ノリの悪い日記

古今東西の映画、ポピュラー音楽、その他をいまここに交錯させながら随想します。

九九について

最近改めて気がついたのだが、九九の七の段を頭の中で、たとえば「ヒチシニジュウハチ」と言っている。こんなところに西日本で教育を受けた痕跡がまだ残っていたのだと感動してしまった。七の段の九九が怪しい子が多いと感じるのは、もしかして「シチシニジュウハチ」などと唱えているからなのだろうか。「ヒチシニジュウハチ」と唱えた子は、その段がとりわけ覚えにくかったという記憶はない。(もっとも九九なんて覚えていなくても、2 倍することと、2 で割ることと 10 倍することの計算ができれば後は足し算、引き算で用は足りるが。)

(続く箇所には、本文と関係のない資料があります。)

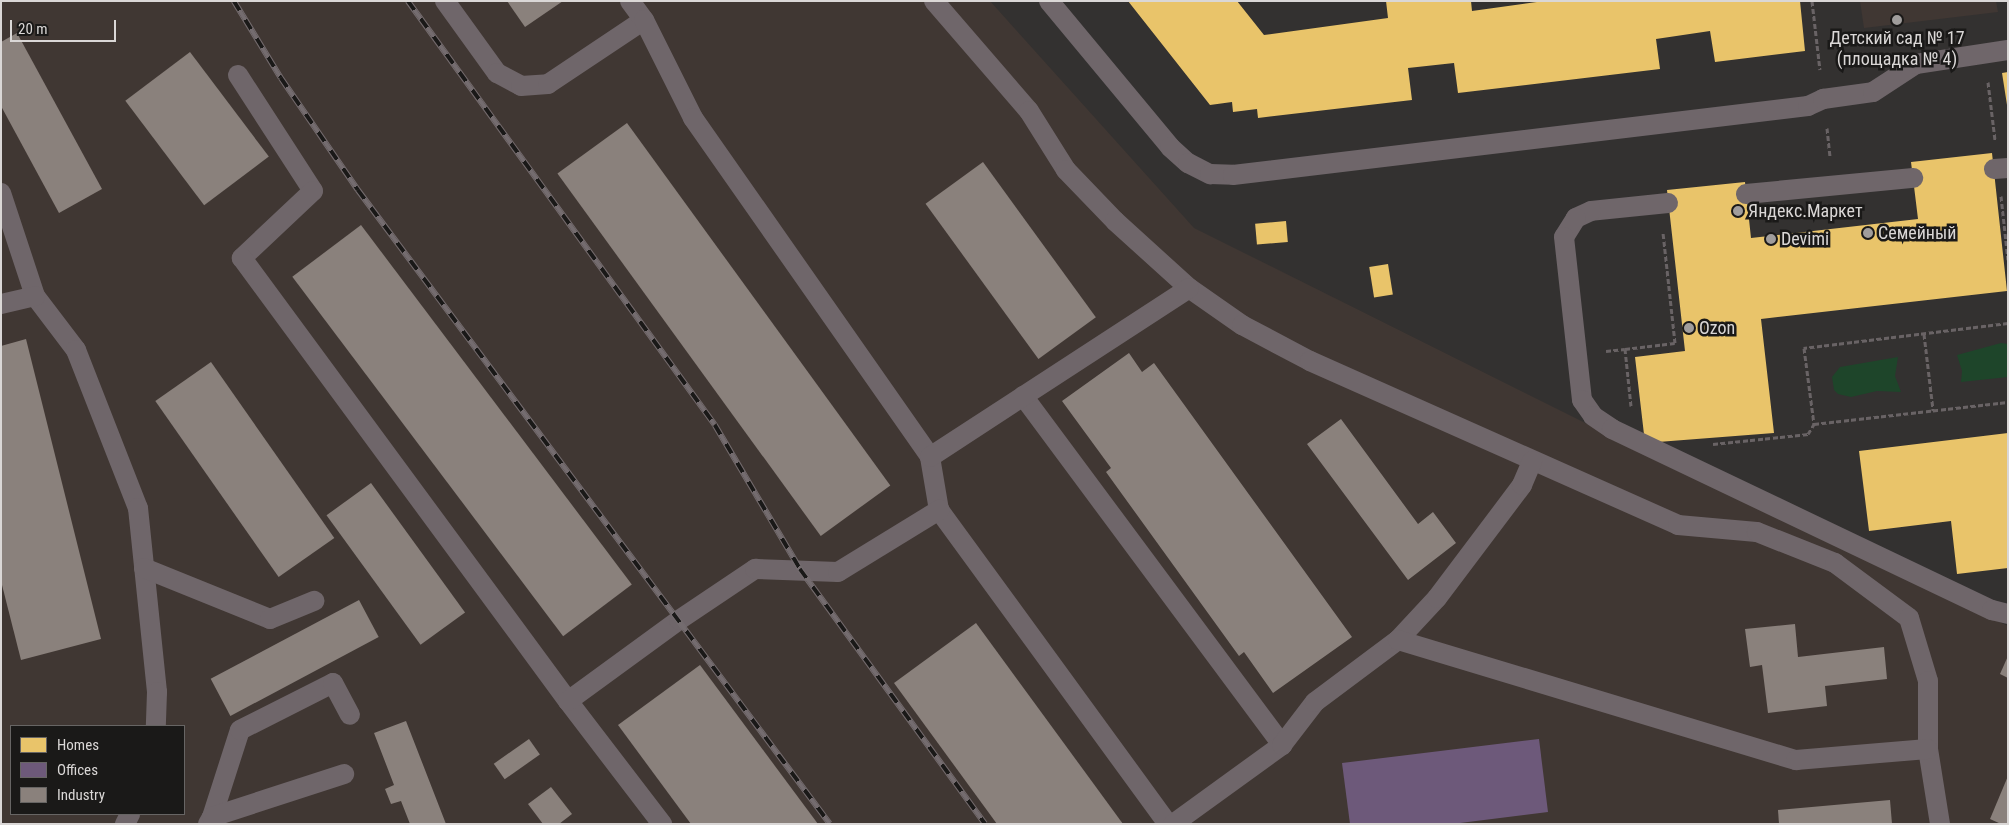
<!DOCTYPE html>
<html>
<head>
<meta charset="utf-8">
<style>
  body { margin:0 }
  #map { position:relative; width:2009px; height:825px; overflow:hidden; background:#333130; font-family:"Roboto Condensed",sans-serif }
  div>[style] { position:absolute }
  .built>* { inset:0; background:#403733 }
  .green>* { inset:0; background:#1e452a }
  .homes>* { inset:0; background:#e9c46a; transform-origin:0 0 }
  .offices>* { inset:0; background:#6d597a }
  .industry>* { inset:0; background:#8a817c; transform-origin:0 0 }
  .path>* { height:3px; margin-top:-1.5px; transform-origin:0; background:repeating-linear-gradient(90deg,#696365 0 5px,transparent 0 7.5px) }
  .service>* { height:20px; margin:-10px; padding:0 10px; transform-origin:10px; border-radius:10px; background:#6f666a }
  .rail>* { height:5.5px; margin-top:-2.75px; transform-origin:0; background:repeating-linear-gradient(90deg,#1a1918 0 11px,#746c6f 0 22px); box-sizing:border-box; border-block:1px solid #746c6f }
  .dots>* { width:14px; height:14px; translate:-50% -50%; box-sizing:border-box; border:2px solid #1a1918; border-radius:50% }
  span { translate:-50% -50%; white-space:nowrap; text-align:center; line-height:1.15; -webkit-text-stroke:5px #1a1918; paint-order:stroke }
  .poi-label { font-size:18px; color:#dad7d6 }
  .left { translate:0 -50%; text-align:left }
  .frame { position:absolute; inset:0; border:2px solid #dad7d6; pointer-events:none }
  .legend { position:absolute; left:10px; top:725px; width:175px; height:90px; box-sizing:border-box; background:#1a1918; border:1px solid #676564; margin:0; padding:6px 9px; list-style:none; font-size:15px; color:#dad7d6 }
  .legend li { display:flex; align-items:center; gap:10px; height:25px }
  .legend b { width:25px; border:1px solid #676564 }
  .scale { position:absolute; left:10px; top:20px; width:106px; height:22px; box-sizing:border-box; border:2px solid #dad7d6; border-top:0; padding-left:6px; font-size:15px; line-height:18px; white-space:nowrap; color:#dad7d6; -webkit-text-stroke:4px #1a1918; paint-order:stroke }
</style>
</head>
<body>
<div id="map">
  <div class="built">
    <i style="clip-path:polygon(evenodd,1px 1px,990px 1px,1194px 228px,1732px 496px,2008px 626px,2008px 824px,1px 824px,1px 1px,11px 726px,184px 726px,184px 814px,11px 814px,11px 726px)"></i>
    <i style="clip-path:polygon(1860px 1px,1996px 1px,1998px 12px,1864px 28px)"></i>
  </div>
  <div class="green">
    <i style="clip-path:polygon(2001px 343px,2008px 344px,2008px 377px,1961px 382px,1962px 371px,1957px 355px)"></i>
    <i style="clip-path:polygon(1898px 357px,1895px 376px,1901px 392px,1877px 391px,1851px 397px,1838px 394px,1834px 390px,1832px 377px,1840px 367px)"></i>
  </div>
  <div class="homes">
    <i style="clip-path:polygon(1128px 1px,1237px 1px,1264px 35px,1388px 18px,1386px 1px,1471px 1px,1472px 11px,1544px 1px,1800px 1px,1805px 51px,1715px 62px,1710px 31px,1656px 39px,1660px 69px,1458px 93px,1454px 63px,1408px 68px,1412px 100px,1258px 118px,1257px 109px,1233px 112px,1232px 102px,1210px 105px)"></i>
    <i style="clip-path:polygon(2008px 72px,2008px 105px,2007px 105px,2002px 73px)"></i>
    <i style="clip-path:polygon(1992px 153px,2007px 291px,1761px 319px,1774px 433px,1645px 443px,1635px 357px,1685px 351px,1667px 190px,1745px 182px,1751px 238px,1918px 219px,1911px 162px)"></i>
    <i style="left:1286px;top:221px;width:21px;height:31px;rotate:85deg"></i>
    <i style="left:1388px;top:264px;width:31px;height:19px;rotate:81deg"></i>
    <i style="clip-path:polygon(2008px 433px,2008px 568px,1957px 574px,1951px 521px,1869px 531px,1859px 451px)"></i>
  </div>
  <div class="offices">
    <i style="clip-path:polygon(1539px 739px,1548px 812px,1452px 824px,1350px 824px,1342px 763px)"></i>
  </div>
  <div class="industry">
    <i style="clip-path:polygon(507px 1px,563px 1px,525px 27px)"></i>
    <i style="clip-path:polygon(17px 33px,102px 189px,59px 213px,1px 106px,1px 42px)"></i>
    <i style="left:190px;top:52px;width:131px;height:81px;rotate:53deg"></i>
    <i style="left:627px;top:123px;width:448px;height:86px;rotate:54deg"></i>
    <i style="left:983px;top:162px;width:192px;height:71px;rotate:54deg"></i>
    <i style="left:361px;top:225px;width:450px;height:86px;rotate:53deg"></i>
    <i style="clip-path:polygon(26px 339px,101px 639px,21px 660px,1px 581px,1px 346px)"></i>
    <i style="clip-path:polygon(1129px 353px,1142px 372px,1154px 363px,1352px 637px,1273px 693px,1244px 652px,1239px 656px,1106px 472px,1111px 468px,1062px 401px)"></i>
    <i style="left:211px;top:362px;width:215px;height:68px;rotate:55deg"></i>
    <i style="clip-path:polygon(1341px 419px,1418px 524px,1433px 512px,1456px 543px,1408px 580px,1307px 444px)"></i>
    <i style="left:371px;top:483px;width:160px;height:55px;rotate:54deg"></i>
    <i style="left:359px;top:600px;width:42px;height:168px;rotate:62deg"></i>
    <i style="clip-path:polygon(976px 623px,1123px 824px,997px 824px,894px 683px)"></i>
    <i style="clip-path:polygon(1795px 624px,1798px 657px,1884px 647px,1887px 679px,1825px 686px,1827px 706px,1768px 713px,1762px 665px,1750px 667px,1745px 629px)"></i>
    <i style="clip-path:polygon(2008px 656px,2008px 678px,2000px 674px)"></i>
    <i style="clip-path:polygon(700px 665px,818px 824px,691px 824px,618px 725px)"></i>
    <i style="clip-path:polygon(406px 721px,446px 824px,410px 824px,401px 801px,391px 804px,385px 789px,394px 785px,374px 733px)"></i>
    <i style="left:529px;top:739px;width:19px;height:43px;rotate:55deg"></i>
    <i style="clip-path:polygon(2008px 776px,2008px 824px,2001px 824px,1990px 819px)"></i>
    <i style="clip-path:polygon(551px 787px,572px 814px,559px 824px,543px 824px,528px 804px)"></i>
    <i style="clip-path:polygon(1890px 800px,1892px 824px,1779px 824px,1778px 810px)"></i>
  </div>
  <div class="path">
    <i style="left:1812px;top:1px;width:69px;rotate:83.4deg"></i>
    <i style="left:1988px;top:82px;width:58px;rotate:83.1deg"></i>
    <i style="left:1827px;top:128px;width:29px;rotate:84deg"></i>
    <i style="left:2001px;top:196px;width:64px;rotate:83.8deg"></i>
    <i style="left:2008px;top:323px;width:206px;rotate:173deg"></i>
    <i style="left:1804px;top:348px;width:77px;rotate:82.5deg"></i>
    <i style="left:1814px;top:424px;width:195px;rotate:-6.5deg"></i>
    <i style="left:1924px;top:334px;width:77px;rotate:83.2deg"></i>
    <i style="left:1606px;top:351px;width:19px;rotate:-6deg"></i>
    <i style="left:1631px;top:406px;width:57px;rotate:-96deg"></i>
    <i style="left:1625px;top:349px;width:50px;rotate:-6.8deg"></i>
    <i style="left:1675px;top:343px;width:111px;rotate:-96.2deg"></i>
    <i style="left:1713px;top:444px;width:96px;rotate:-6deg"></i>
    <i style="left:1808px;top:434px;width:12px;rotate:-59deg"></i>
  </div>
  <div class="service">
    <i style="left:445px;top:1px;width:89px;rotate:54.2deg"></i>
    <i style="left:497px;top:73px;width:27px;rotate:28deg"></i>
    <i style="left:521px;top:86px;width:27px;rotate:-4deg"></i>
    <i style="left:548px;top:84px;width:115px;rotate:-33.7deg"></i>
    <i style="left:630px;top:1px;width:24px;rotate:54deg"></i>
    <i style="left:644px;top:20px;width:110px;rotate:63.4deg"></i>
    <i style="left:693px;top:118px;width:414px;rotate:55deg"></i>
    <i style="left:930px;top:457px;width:54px;rotate:80.4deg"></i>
    <i style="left:939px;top:510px;width:389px;rotate:53.9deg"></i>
    <i style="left:934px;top:1px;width:145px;rotate:49.2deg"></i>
    <i style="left:1029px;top:111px;width:70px;rotate:57.9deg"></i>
    <i style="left:1066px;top:170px;width:71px;rotate:46.1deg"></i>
    <i style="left:1115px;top:221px;width:100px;rotate:42.2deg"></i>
    <i style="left:1189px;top:288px;width:65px;rotate:34.9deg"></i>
    <i style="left:1242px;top:325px;width:77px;rotate:27.9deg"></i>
    <i style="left:1310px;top:361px;width:403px;rotate:24deg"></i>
    <i style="left:1678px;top:525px;width:79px;rotate:5.1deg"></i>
    <i style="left:1757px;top:532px;width:84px;rotate:21.7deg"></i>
    <i style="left:1835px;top:563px;width:92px;rotate:36.6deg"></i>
    <i style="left:1909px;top:618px;width:66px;rotate:73.2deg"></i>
    <i style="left:1928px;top:681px;width:68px;rotate:90deg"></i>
    <i style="left:1928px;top:749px;width:76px;rotate:80.9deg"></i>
    <i style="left:1049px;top:1px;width:190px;rotate:50.3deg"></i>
    <i style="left:1170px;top:147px;width:24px;rotate:42deg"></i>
    <i style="left:1188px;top:163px;width:25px;rotate:27deg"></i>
    <i style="left:1210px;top:174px;width:23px;rotate:2deg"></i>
    <i style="left:1233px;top:175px;width:579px;rotate:-6.84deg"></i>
    <i style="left:1808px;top:106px;width:17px;rotate:-25deg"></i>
    <i style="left:1823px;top:99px;width:50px;rotate:-8deg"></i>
    <i style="left:1873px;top:92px;width:51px;rotate:-33.1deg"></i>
    <i style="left:1916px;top:64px;width:93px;rotate:-8.7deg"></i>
    <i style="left:238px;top:75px;width:138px;rotate:57.1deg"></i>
    <i style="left:313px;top:191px;width:98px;rotate:136.7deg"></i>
    <i style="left:242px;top:258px;width:550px;rotate:53.65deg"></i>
    <i style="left:568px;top:701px;width:155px;rotate:52.6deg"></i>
    <i style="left:1994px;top:169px;width:14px;rotate:-4deg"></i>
    <i style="left:1px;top:193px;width:108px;rotate:71.7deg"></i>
    <i style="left:35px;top:296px;width:68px;rotate:52.8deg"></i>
    <i style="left:76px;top:350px;width:170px;rotate:68.6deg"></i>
    <i style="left:138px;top:508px;width:185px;rotate:84.1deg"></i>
    <i style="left:157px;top:692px;width:34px;rotate:92deg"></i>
    <i style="left:1746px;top:194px;width:168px;rotate:-5.5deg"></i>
    <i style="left:1668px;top:203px;width:77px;rotate:174.1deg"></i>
    <i style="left:1591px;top:211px;width:17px;rotate:155deg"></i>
    <i style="left:1576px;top:218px;width:22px;rotate:122deg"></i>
    <i style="left:1564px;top:237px;width:164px;rotate:83.7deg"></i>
    <i style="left:1582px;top:400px;width:19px;rotate:55deg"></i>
    <i style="left:1593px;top:416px;width:23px;rotate:34deg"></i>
    <i style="left:1612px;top:429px;width:421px;rotate:25.5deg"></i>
    <i style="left:1992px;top:610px;width:16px;rotate:14deg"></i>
    <i style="left:1px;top:304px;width:35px;rotate:-13deg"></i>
    <i style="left:1023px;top:396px;width:435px;rotate:53.4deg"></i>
    <i style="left:930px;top:457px;width:309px;rotate:-33.1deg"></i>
    <i style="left:144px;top:568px;width:136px;rotate:22deg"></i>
    <i style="left:270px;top:619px;width:48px;rotate:-22.2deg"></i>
    <i style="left:1398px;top:640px;width:57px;rotate:-47.1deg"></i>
    <i style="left:1437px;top:598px;width:141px;rotate:-53deg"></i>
    <i style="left:1522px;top:485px;width:26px;rotate:-67deg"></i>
    <i style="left:568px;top:701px;width:137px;rotate:-36.1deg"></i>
    <i style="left:679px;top:620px;width:92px;rotate:-33.9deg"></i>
    <i style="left:755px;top:569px;width:83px;rotate:2.1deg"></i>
    <i style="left:838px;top:572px;width:119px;rotate:-31.5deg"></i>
    <i style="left:212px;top:817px;width:91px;rotate:-72.2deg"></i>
    <i style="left:240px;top:730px;width:104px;rotate:-26.8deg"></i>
    <i style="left:333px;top:683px;width:36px;rotate:62deg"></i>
    <i style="left:125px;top:824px;width:11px;rotate:-63deg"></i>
    <i style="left:208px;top:824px;width:8px;rotate:-60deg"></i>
    <i style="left:212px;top:817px;width:139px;rotate:-18deg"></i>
    <i style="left:1173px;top:824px;width:135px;rotate:-35.9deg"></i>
    <i style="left:1282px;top:745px;width:54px;rotate:-52.5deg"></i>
    <i style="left:1315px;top:702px;width:104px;rotate:-36.8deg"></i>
    <i style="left:1398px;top:640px;width:416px;rotate:16.8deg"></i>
    <i style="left:1796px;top:760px;width:132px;rotate:-4.8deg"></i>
  </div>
  <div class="rail">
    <i style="left:234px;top:1px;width:90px;rotate:58.6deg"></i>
    <i style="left:281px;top:78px;width:136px;rotate:55.5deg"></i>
    <i style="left:358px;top:190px;width:790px;rotate:53.33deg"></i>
    <i style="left:408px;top:1px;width:523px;rotate:54.09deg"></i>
    <i style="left:715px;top:425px;width:167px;rotate:59.4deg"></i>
    <i style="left:800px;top:569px;width:315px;rotate:54deg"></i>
  </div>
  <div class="dots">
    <i style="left:1897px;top:20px;background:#a09d9c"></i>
    <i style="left:1738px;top:211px;background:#a09d9c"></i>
    <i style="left:1868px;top:233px;background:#a09d9c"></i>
    <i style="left:1771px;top:239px;background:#a09d9c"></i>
    <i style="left:1689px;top:328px;background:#a09d9c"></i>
  </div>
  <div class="poi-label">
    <span style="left:1897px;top:49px">Детский сад № 17<br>(площадка № 4)</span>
    <span class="left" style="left:1748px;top:211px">Яндекс.Маркет</span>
    <span class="left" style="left:1878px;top:233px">Семейный</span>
    <span class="left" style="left:1781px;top:239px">Devimi</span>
    <span class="left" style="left:1699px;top:328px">Ozon</span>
  </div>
  <div class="frame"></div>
  <ul class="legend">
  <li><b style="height:14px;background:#e9c46a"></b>Homes</li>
  <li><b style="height:14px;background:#6d597a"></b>Offices</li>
  <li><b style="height:14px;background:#8a817c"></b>Industry</li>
  </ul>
  <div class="scale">20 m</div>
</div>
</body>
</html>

九九は奈良時代からあるようだが、明治の途中までは「半九九」だった。2 x 8 を覚えて 8 x 2 を覚えない、あるいはその逆の 8 x 2 を覚えて 2 x 8 を覚えないやり方を「半九九」という。また両方覚える今の九九を「全九九」と言ったりする。これに関して前々から疑問なのは、計算ミスの発生率という観点から「半九九」のみで計算している人 (つまり 8 x 2 でもニハチと計算している人) と「全九九」で計算している人に有意な違いが出るかということである。

これはたとえば、こういうシチュエーションである。 87 x 6 を暗算で計算するのに、
全九九だったら、「ハチロクシジュウハチ」として 48 を計算し、「シ(ヒ)チロクシジュウニ」と 42 を計算し、42 のくりあがった十の位の 4 を 48 に足して52、最後に一の位の数字 2 をつけて 522 と結果を得るだろう (暗算して結果を書くまで 4 〜 5 秒ぐらい? )。一方「半九九」を使う場合には、常に小さい数字に大きい数字をかけるので、
「ロクハシジュウハチ」として 48 を計算し、「ロクシ(ヒ)チシジュウニ」と 42 を計算し、42 のくりあがった十の位の 4 を 48 に足して52、最後に一の位の数字 2 をつけて 522 と結果を得るということである。

なお、語感から言えば、「二八の娘盛り」「四六時中」のように成句となっているのは、小さい数の順にかける方である。